Interest is calculated daily at 00:00 hours. Interest = Assets to be borrowed * daily interest rate * loan tenure (charged daily, less than 1 day will be calculated as 1 day)
Interest-free during beta test period and the interest will be returned to the user’s account after the beta test e.g. using BTC/USDT as an example, if the loan amount is 17000USDT with a loan tenure of 3 days at a daily interest rate of 0.04%, a handling fee of 20.4USDT is required.
6. Leverage Multiples
Currently the platform supports a maximum leverage of 3 times, e.g. 1 USDT can borrow 2 USDT and the available balance in the account will be 3 USDT.

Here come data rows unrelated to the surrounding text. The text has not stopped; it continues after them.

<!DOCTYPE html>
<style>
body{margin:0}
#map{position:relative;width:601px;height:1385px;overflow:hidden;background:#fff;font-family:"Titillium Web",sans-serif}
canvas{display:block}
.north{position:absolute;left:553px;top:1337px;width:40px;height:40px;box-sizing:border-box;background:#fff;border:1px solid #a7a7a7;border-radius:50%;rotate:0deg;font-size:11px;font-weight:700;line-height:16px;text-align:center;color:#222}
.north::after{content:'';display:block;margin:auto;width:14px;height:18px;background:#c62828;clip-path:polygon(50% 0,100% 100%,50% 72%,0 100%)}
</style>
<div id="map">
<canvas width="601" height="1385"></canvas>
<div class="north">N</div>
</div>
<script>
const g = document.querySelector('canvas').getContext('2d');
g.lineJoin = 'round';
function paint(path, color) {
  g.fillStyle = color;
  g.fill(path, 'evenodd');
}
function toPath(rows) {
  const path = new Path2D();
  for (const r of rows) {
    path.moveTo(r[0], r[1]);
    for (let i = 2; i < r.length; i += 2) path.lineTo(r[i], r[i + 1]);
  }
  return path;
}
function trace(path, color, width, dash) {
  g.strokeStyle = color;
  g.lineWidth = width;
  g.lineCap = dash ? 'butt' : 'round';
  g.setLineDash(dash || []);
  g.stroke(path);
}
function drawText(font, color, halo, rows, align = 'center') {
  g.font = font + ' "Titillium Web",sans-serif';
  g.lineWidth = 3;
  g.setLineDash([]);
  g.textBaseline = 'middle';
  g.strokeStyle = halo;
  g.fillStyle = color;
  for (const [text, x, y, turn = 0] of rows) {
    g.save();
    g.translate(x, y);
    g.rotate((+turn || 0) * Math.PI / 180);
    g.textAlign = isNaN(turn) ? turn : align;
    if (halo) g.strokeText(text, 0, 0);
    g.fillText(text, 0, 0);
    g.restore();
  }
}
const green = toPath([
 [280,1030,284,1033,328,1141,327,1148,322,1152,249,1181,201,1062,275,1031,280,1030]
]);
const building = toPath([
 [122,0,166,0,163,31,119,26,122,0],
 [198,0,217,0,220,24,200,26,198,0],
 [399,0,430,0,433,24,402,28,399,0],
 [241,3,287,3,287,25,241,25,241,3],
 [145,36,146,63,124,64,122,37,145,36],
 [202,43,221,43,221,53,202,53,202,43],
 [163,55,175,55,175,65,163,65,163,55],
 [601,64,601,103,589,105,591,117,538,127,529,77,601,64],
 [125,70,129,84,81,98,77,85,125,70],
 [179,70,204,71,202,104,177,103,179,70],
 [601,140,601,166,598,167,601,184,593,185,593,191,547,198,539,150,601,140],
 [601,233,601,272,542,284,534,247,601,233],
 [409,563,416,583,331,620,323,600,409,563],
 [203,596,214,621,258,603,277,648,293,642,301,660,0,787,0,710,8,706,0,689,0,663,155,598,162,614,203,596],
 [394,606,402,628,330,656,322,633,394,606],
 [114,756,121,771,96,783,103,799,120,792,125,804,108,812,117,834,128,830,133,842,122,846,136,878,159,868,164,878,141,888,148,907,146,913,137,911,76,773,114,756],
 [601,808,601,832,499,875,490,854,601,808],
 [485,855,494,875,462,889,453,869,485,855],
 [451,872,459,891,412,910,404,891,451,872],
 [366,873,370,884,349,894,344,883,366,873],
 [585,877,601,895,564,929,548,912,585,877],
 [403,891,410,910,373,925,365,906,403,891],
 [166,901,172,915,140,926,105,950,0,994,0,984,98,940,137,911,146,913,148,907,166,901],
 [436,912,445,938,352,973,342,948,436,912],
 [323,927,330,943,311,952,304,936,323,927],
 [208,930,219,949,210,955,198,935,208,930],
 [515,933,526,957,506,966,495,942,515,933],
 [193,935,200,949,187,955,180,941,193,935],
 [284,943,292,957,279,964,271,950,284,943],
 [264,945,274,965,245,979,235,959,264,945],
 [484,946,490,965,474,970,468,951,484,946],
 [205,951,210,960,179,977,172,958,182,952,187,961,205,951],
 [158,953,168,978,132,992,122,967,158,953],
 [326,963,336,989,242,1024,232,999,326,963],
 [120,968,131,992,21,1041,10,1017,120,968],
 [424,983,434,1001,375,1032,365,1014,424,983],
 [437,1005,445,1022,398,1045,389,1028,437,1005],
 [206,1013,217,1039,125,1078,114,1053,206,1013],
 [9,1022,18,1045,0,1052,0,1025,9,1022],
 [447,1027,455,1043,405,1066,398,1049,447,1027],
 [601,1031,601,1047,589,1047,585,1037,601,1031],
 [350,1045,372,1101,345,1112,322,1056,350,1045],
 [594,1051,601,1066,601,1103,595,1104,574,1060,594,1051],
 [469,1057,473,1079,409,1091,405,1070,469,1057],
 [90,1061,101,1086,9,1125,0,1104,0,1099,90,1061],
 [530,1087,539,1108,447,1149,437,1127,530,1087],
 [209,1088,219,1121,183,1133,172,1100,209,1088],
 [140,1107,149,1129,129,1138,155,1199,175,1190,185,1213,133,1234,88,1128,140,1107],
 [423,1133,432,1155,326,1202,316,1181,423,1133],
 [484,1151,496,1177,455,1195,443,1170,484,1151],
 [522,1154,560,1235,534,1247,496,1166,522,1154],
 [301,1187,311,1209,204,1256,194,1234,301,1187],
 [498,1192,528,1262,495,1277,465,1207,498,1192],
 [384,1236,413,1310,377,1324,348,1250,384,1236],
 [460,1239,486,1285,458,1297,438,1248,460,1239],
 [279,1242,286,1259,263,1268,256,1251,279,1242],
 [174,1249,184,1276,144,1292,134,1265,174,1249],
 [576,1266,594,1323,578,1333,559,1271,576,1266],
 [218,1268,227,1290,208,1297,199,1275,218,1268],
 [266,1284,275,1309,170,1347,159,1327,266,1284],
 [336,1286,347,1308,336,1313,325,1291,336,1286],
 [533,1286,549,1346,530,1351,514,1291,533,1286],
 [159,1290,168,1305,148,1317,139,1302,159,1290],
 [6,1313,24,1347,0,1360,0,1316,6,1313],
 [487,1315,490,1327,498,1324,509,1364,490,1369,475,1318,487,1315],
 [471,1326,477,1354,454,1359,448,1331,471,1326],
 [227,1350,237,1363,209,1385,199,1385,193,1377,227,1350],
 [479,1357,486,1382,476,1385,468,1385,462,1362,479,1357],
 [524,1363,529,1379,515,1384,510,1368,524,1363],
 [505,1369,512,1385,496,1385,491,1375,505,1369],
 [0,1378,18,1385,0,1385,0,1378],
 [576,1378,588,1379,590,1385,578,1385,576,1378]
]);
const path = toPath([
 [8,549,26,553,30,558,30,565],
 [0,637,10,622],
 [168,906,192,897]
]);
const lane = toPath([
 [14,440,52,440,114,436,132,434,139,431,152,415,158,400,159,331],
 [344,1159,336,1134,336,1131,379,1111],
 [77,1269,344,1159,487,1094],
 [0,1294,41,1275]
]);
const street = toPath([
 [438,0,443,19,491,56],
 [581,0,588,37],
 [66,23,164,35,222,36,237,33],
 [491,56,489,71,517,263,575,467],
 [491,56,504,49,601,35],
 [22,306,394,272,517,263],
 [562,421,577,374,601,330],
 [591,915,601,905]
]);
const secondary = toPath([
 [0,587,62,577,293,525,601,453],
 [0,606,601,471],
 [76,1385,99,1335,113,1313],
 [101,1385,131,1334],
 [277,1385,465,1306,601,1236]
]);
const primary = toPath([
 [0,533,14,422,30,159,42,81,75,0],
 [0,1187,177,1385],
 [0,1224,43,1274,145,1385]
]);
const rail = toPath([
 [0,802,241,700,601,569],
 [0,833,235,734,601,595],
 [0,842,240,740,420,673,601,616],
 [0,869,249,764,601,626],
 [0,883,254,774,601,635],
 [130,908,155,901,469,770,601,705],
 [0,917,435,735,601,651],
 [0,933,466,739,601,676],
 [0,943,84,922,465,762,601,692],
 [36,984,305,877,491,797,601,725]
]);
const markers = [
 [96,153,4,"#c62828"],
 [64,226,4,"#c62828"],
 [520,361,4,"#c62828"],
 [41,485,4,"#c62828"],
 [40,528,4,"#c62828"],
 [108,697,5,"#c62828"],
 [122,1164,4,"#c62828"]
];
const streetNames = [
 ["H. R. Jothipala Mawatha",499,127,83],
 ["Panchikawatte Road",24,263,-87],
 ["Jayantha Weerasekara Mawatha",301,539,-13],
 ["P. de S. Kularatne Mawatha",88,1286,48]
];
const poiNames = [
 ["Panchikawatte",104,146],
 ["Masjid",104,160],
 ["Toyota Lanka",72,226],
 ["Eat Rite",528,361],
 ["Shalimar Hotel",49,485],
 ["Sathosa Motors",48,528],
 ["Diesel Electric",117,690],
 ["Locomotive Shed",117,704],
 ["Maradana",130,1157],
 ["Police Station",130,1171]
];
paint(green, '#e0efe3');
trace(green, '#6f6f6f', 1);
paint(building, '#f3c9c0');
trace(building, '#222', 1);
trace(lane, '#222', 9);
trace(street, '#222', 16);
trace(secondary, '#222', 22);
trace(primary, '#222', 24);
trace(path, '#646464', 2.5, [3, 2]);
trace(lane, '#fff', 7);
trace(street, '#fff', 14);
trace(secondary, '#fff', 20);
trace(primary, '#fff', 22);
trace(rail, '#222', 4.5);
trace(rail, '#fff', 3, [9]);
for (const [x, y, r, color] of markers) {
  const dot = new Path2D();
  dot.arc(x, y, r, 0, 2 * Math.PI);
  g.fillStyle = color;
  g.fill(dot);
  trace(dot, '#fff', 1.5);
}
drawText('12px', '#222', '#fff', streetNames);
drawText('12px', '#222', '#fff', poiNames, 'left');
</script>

7. Liquidation of Pending Orders
When a user’s liquidation status and risk ratio fall below 110%, the platform will restrict user’s trading activity and cancel all existing pending orders as per the liquidation process until all loaned assets and interests are repaid before terminating the liquidation process. The account will be in a risk-free state after the liquidation and user may transfer any remaining assets out.
8. How will the arrears be calculated and repaid if the account slips into negative balance?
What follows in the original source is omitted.